# The machine learning commands “Train”, “Predict” and “Cluster” explained based on a practical example

**Part 1 – “Train” and “Predict”** in “ACL™ Robotics”

In this blog post we show you two examples of methods by which the analysis software “ACL™ Robotics” - previously known as “ACL™ Analytics” - of the software manufacturer Galvanize makes it possible to implement machine learning. For expert users: Both supervised and unsupervised learning approaches are supported. “ACL™ Robotics” is a software solution which has already been assisting the manual and automated analysis of large amounts of data for many years. Besides having a variety of interfaces to e.g. SAP (via “SAP Connector”), Salesforce, Google Hive, Amazon Redshift, Outlook, PDF imports or any ODBC data sources desired, an automated script language helps to automate the sequence of analytic steps. The software developer Galvanize allocates this to the field of RPA (Robotic Process Automation).
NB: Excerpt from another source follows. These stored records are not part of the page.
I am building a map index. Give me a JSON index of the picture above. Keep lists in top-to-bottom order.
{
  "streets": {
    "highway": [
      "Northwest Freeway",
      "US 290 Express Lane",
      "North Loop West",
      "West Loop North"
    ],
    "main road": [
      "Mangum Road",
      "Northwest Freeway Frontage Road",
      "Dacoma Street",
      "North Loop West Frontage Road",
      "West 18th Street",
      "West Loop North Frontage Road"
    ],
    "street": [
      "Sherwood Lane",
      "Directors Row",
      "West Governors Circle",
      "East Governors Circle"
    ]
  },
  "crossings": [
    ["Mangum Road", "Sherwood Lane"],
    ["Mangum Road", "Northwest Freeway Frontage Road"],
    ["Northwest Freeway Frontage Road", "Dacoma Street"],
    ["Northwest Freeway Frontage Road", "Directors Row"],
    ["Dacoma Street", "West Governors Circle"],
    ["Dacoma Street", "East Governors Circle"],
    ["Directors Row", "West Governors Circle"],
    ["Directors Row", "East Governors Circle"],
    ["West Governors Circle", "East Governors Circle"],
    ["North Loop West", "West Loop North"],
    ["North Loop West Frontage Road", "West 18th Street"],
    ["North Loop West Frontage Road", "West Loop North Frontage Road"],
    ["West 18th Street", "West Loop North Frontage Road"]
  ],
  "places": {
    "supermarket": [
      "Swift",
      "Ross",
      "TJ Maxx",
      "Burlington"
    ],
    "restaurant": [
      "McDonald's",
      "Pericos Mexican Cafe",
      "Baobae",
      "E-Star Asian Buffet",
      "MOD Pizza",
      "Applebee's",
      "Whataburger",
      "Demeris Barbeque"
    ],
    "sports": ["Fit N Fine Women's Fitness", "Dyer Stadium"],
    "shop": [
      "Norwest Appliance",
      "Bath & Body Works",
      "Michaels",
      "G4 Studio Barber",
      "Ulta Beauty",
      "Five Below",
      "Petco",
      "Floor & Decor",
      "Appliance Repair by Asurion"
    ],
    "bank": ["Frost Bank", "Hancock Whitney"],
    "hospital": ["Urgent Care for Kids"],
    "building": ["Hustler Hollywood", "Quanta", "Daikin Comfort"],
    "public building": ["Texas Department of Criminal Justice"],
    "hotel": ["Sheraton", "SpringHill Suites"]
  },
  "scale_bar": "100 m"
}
Individual analytic steps are implemented by methods or commands, such as sorting, summarizing, joining and relating to name only a few. With Version 14 these analytic commands have been extended by three machine learning commands named as “Train”, “Predict” and “Cluster”. In this blog post we are familiarising you with the use of these three commands, taking specific examples from the world of business, such as forecasting return values and the clustering of customers combined with due dates for payment. For existing ACL users, we also offer the opportunity to download ACL projects with the examples, and thus be able to try out each method, step by step, for yourself.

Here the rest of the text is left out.